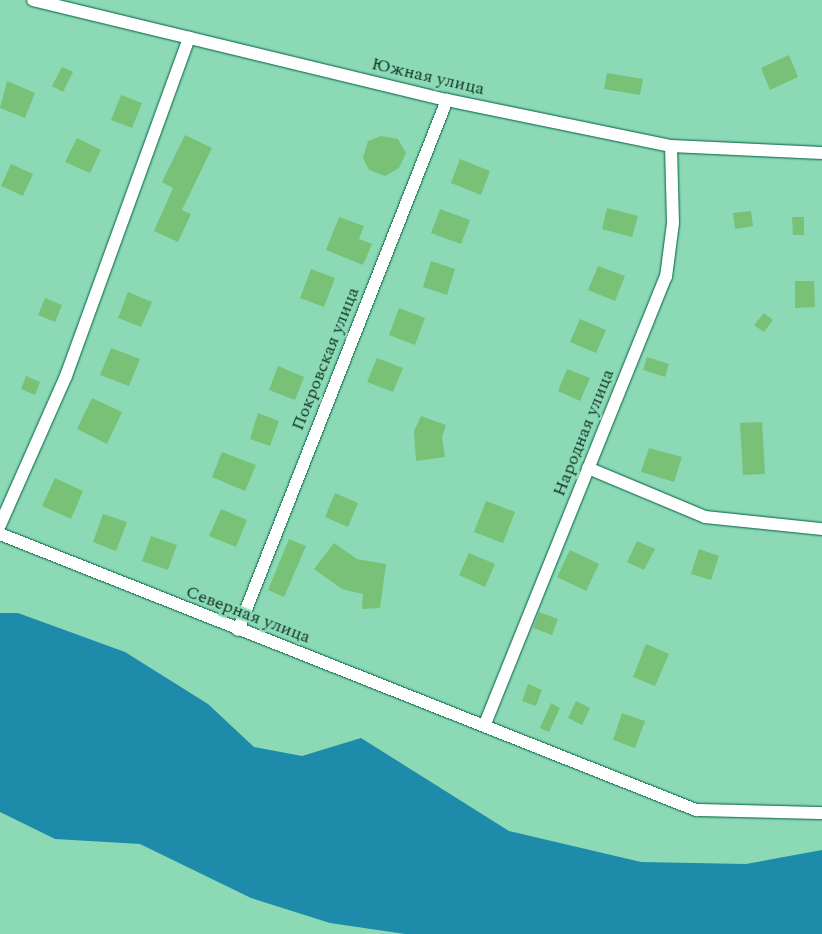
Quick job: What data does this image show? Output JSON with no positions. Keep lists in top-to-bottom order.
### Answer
{
  "streets": {
    "street": [
      "Южная улица",
      "Покровская улица",
      "Народная улица",
      "Северная улица"
    ]
  },
  "crossings": [
    ["Южная улица", "Покровская улица"],
    ["Южная улица", "Народная улица"],
    ["Покровская улица", "Северная улица"],
    ["Народная улица", "Северная улица"]
  ]
}
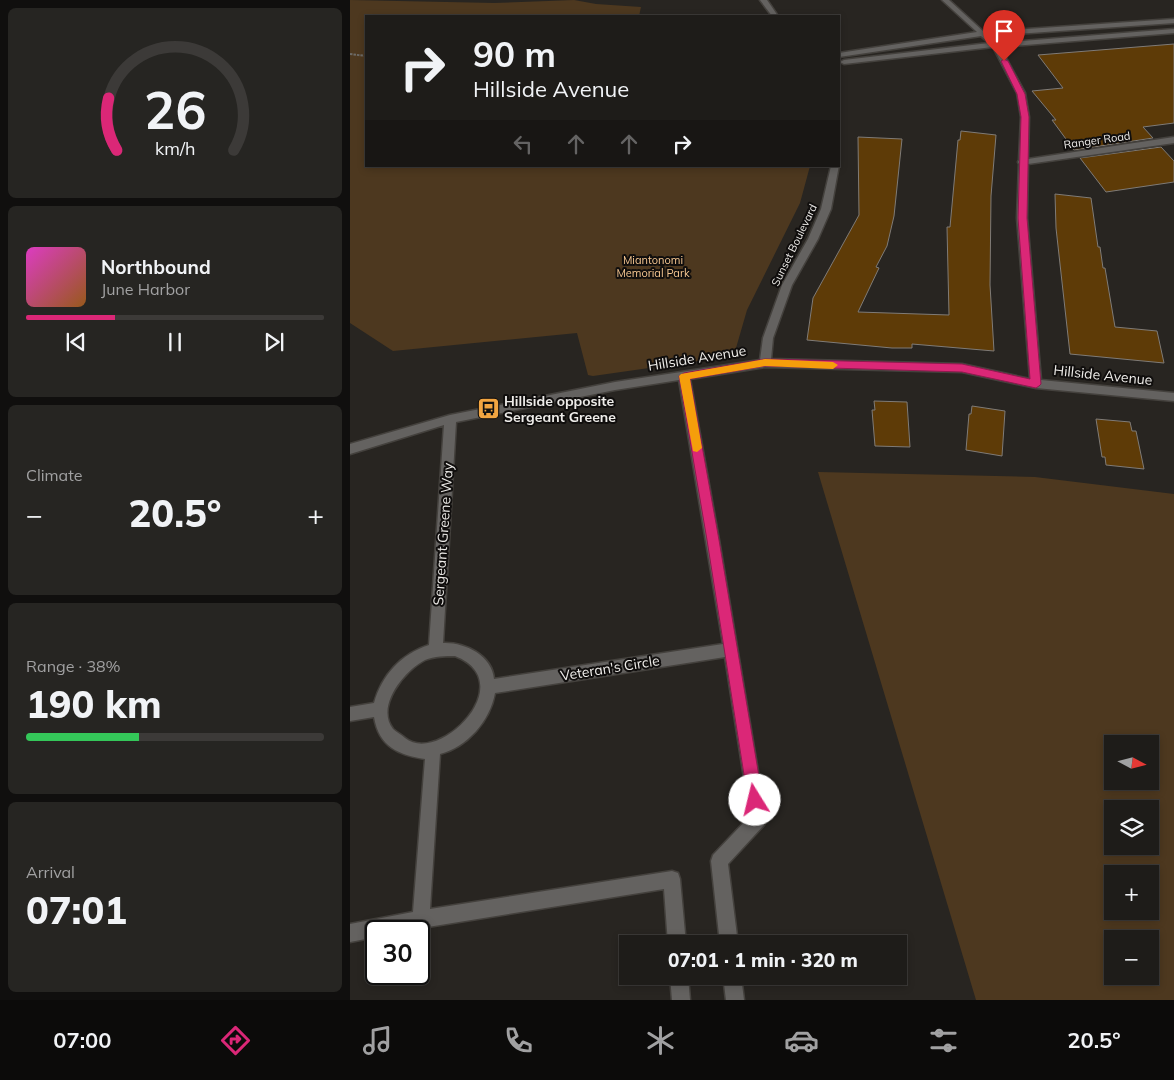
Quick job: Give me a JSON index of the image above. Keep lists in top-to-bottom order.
{
  "streets": {
    "street": [
      "Ranger Road",
      "Sunset Boulevard",
      "Hillside Avenue",
      "Sergeant Greene Way",
      "Veteran's Circle"
    ]
  },
  "crossings": [
    ["Sunset Boulevard", "Hillside Avenue"],
    ["Hillside Avenue", "Sergeant Greene Way"],
    ["Sergeant Greene Way", "Veteran's Circle"]
  ],
  "parks": ["Miantonomi Memorial Park"],
  "places": {
    "bus stop": ["Hillside opposite Sergeant Greene"]
  },
  "north": "right",
  "page": {
    "turn": ["90 m", "Hillside Avenue"],
    "song": ["Northbound", "June Harbor"],
    "tile": [
      "Climate",
      ["Range · 38%", "190 km"],
      ["Arrival", "07:01"]
    ],
    "heat": ["−", "20.5°", "+"],
    "map_buttons": ["+", "−"],
    "limit": "30",
    "trip": "07:01 · 1 min · 320 m",
    "tabs": ["07:00", "20.5°"],
    "gauge": ["26", "km/h"]
  }
}
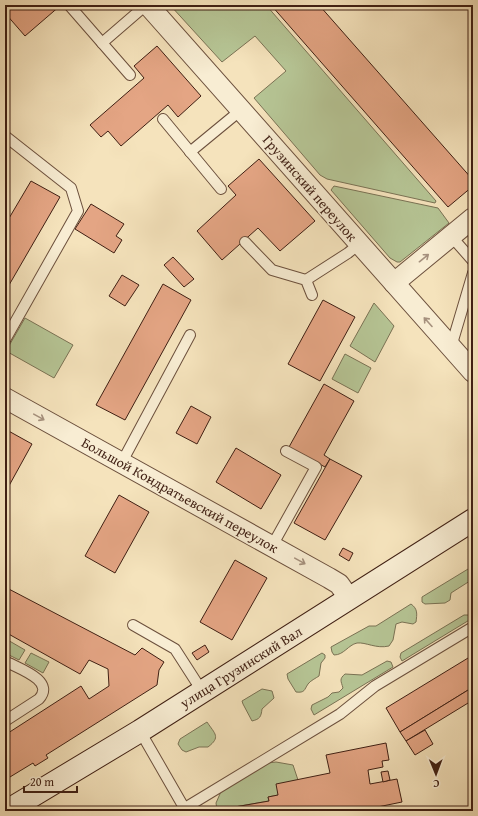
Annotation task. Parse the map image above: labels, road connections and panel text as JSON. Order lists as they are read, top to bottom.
{
  "streets": {
    "main road": ["улица Грузинский Вал"],
    "street": ["Грузинский переулок", "Большой Кондратьевский переулок"]
  },
  "crossings": [
    ["Большой Кондратьевский переулок", "улица Грузинский Вал"]
  ],
  "one_way": ["Большой Кондратьевский переулок"],
  "scale_bar": "20 m",
  "north": "bottom"
}
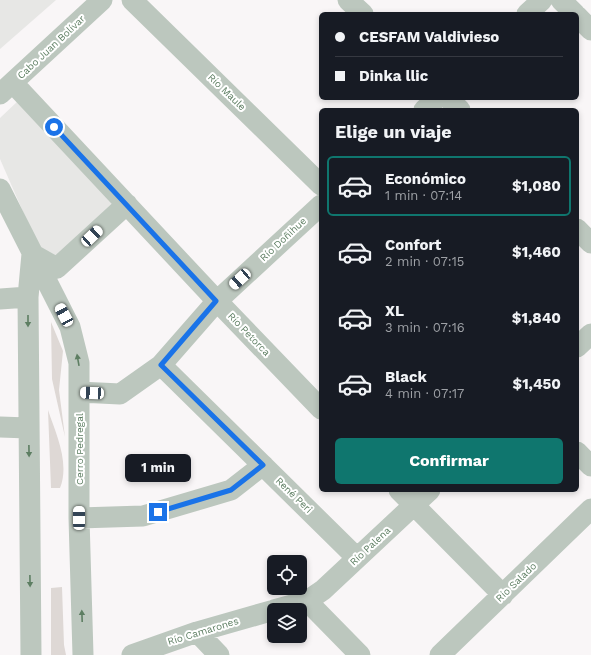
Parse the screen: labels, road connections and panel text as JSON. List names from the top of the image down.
{
  "streets": {
    "street": [
      "Cabo Juan Bolívar",
      "Río Maule",
      "Río Doñihue",
      "Río Petorca",
      "Cerro Pedregal",
      "René Peri",
      "Río Palena",
      "Río Salado",
      "Río Camarones"
    ]
  },
  "crossings": [
    ["Cabo Juan Bolívar", "Río Petorca"],
    ["Río Doñihue", "Río Petorca"],
    ["Río Doñihue", "Cerro Pedregal"],
    ["Río Doñihue", "René Peri"],
    ["René Peri", "Río Palena"],
    ["Río Palena", "Río Camarones"]
  ],
  "page": {
    "banner": ["CESFAM Valdivieso", "Dinka llic"],
    "heading": "Elige un viaje",
    "list": [
      {
        "name": "Económico",
        "note": "1 min · 07:14",
        "value": "$1,080"
      },
      {
        "name": "Confort",
        "note": "2 min · 07:15",
        "value": "$1,460"
      },
      {
        "name": "XL",
        "note": "3 min · 07:16",
        "value": "$1,840"
      },
      {
        "name": "Black",
        "note": "4 min · 07:17",
        "value": "$1,450"
      }
    ],
    "buttons": "Confirmar",
    "bubble": "1 min"
  }
}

* _REQUIRED ACTION_
A verbatim copy of the listing, with all pictures removed, is required.

* _ANSWER TO THIS EXERCISE_
Quick job: What data does this image show? Output JSON with no positions. Keep lists in top-to-bottom order.
### Answer
{
  "streets": {
    "street": [
      "Южная улица",
      "Покровская улица",
      "Народная улица",
      "Северная улица"
    ]
  },
  "crossings": [
    ["Южная улица", "Покровская улица"],
    ["Южная улица", "Народная улица"],
    ["Покровская улица", "Северная улица"],
    ["Народная улица", "Северная улица"]
  ]
}
Quick job: Give me a JSON index of the image above. Keep lists in top-to-bottom order.
{
  "streets": {
    "street": [
      "Ranger Road",
      "Sunset Boulevard",
      "Hillside Avenue",
      "Sergeant Greene Way",
      "Veteran's Circle"
    ]
  },
  "crossings": [
    ["Sunset Boulevard", "Hillside Avenue"],
    ["Hillside Avenue", "Sergeant Greene Way"],
    ["Sergeant Greene Way", "Veteran's Circle"]
  ],
  "parks": ["Miantonomi Memorial Park"],
  "places": {
    "bus stop": ["Hillside opposite Sergeant Greene"]
  },
  "north": "right",
  "page": {
    "turn": ["90 m", "Hillside Avenue"],
    "song": ["Northbound", "June Harbor"],
    "tile": [
      "Climate",
      ["Range · 38%", "190 km"],
      ["Arrival", "07:01"]
    ],
    "heat": ["−", "20.5°", "+"],
    "map_buttons": ["+", "−"],
    "limit": "30",
    "trip": "07:01 · 1 min · 320 m",
    "tabs": ["07:00", "20.5°"],
    "gauge": ["26", "km/h"]
  }
}
Annotation task. Parse the map image above: labels, road connections and panel text as JSON. Order lists as they are read, top to bottom.
{
  "streets": {
    "main road": ["улица Грузинский Вал"],
    "street": ["Грузинский переулок", "Большой Кондратьевский переулок"]
  },
  "crossings": [
    ["Большой Кондратьевский переулок", "улица Грузинский Вал"]
  ],
  "one_way": ["Большой Кондратьевский переулок"],
  "scale_bar": "20 m",
  "north": "bottom"
}
Parse the screen: labels, road connections and panel text as JSON. List names from the top of the image down.
{
  "streets": {
    "street": [
      "Cabo Juan Bolívar",
      "Río Maule",
      "Río Doñihue",
      "Río Petorca",
      "Cerro Pedregal",
      "René Peri",
      "Río Palena",
      "Río Salado",
      "Río Camarones"
    ]
  },
  "crossings": [
    ["Cabo Juan Bolívar", "Río Petorca"],
    ["Río Doñihue", "Río Petorca"],
    ["Río Doñihue", "Cerro Pedregal"],
    ["Río Doñihue", "René Peri"],
    ["René Peri", "Río Palena"],
    ["Río Palena", "Río Camarones"]
  ],
  "page": {
    "banner": ["CESFAM Valdivieso", "Dinka llic"],
    "heading": "Elige un viaje",
    "list": [
      {
        "name": "Económico",
        "note": "1 min · 07:14",
        "value": "$1,080"
      },
      {
        "name": "Confort",
        "note": "2 min · 07:15",
        "value": "$1,460"
      },
      {
        "name": "XL",
        "note": "3 min · 07:16",
        "value": "$1,840"
      },
      {
        "name": "Black",
        "note": "4 min · 07:17",
        "value": "$1,450"
      }
    ],
    "buttons": "Confirmar",
    "bubble": "1 min"
  }
}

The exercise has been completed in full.